Stored items:
--------------------

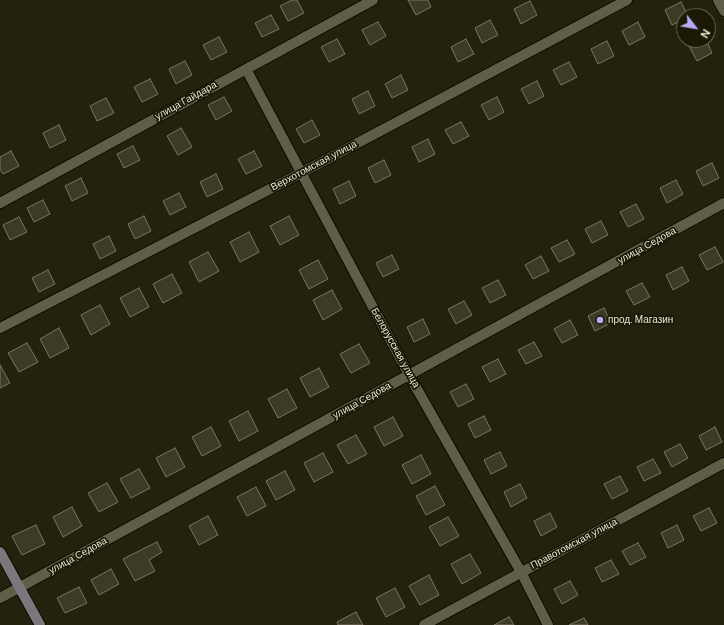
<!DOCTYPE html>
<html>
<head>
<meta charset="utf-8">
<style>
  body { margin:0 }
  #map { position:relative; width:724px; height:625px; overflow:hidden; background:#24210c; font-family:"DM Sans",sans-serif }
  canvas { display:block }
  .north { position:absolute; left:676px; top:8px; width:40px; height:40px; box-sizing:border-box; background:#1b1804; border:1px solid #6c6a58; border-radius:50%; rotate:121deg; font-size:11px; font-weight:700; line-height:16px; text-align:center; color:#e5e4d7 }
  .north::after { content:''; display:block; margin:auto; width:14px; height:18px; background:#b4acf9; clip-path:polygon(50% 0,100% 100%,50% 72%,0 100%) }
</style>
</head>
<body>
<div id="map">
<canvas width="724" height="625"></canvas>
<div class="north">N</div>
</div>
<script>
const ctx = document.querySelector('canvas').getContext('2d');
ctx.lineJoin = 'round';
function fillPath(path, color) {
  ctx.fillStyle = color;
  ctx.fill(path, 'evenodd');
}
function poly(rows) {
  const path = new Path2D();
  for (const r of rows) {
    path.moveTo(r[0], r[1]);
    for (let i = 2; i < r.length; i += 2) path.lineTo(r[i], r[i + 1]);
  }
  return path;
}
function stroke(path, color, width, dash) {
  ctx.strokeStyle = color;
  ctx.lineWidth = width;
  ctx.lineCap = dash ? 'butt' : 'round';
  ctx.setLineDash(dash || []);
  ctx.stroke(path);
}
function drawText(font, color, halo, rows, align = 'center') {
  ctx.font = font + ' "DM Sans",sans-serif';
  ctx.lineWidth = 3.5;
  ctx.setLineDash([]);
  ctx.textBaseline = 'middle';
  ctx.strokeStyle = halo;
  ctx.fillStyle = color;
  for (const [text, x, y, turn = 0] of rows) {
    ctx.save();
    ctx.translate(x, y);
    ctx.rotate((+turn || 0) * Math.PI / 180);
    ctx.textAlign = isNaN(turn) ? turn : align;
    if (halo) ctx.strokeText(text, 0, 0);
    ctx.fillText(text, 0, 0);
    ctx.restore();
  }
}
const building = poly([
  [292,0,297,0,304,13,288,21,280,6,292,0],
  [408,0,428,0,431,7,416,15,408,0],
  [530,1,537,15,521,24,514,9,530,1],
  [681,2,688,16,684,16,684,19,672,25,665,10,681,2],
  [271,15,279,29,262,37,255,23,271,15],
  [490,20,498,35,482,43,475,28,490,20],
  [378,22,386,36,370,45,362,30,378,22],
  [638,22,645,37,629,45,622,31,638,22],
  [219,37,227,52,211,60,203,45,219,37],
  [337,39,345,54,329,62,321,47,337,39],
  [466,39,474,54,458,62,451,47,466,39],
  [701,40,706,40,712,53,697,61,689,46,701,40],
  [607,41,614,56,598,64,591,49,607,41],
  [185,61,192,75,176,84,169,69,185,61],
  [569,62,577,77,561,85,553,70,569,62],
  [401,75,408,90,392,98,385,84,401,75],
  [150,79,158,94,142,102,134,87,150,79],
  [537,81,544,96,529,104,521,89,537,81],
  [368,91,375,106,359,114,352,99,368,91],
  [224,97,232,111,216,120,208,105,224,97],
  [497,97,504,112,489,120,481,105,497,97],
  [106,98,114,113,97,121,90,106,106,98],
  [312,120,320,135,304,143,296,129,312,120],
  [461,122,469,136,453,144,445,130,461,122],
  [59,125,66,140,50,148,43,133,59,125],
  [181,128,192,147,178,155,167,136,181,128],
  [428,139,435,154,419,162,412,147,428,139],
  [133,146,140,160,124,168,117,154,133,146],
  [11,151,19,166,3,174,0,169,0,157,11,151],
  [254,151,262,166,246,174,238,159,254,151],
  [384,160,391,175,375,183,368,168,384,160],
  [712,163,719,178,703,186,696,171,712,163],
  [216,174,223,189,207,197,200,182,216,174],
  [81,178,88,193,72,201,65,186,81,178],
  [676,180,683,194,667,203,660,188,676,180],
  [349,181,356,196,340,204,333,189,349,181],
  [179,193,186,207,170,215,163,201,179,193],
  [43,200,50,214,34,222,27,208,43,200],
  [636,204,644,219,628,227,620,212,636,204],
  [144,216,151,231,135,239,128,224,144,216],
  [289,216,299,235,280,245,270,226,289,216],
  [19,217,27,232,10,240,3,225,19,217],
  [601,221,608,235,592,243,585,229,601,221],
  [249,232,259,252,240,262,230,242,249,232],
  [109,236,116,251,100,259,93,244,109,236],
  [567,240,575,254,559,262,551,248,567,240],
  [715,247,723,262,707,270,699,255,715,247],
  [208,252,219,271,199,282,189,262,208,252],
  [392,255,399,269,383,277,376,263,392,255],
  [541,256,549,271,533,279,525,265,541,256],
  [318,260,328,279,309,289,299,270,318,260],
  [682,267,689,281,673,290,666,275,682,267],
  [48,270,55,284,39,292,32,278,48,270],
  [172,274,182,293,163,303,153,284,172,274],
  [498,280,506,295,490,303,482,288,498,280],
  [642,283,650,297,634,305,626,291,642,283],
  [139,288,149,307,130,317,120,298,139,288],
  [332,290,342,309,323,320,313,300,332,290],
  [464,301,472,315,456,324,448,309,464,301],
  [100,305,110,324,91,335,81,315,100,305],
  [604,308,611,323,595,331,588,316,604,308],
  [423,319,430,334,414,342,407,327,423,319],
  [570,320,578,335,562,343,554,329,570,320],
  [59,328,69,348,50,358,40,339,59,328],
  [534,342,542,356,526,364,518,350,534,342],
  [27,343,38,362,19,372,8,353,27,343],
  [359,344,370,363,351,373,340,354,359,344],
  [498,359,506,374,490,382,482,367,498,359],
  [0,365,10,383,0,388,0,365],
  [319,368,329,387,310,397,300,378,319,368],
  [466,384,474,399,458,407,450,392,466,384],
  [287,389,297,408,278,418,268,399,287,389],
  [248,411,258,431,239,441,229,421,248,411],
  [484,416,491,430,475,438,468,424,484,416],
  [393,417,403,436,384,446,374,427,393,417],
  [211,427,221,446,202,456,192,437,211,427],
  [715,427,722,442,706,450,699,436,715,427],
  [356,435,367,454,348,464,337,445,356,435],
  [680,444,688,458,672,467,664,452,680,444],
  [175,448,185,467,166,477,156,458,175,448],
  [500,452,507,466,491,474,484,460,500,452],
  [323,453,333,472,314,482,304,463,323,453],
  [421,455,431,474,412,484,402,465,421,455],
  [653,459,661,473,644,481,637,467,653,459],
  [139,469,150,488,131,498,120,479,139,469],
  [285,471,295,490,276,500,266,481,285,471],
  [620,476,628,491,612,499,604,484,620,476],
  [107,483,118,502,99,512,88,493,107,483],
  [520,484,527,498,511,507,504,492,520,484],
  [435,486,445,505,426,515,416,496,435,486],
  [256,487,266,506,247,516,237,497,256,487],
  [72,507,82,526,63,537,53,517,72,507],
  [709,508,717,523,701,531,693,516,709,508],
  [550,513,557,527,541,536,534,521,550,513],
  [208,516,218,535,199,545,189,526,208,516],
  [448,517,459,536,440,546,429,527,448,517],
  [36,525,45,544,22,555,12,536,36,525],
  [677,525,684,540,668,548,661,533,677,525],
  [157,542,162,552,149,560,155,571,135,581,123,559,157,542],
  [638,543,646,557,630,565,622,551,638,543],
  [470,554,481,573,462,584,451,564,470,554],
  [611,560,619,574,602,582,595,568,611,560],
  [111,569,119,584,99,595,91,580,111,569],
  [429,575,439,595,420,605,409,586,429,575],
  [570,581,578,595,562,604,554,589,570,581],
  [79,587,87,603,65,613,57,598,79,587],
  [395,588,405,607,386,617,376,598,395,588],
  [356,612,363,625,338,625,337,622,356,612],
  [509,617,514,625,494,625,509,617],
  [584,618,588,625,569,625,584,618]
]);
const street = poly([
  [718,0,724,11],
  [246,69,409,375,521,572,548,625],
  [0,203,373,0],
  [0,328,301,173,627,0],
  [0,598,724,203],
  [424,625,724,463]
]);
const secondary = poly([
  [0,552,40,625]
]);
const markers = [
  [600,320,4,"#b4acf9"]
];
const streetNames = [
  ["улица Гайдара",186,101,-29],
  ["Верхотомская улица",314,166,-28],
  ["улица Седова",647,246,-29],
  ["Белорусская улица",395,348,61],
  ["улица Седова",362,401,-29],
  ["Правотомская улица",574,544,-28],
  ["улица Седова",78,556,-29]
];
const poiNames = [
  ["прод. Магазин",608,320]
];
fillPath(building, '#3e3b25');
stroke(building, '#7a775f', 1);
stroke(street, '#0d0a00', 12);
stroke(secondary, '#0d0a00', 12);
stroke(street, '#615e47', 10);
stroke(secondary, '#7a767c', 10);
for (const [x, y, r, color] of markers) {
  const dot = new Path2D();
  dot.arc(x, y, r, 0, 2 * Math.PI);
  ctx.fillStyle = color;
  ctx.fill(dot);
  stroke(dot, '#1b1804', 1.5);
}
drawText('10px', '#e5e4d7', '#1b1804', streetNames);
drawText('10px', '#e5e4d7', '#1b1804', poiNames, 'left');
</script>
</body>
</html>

--------------------

_Directions for this task_.
Examine the records and pull out every line where the string "Math" occurs.

_Expected answer_.
    ctx.rotate((+turn || 0) * Math.PI / 180);
  dot.arc(x, y, r, 0, 2 * Math.PI);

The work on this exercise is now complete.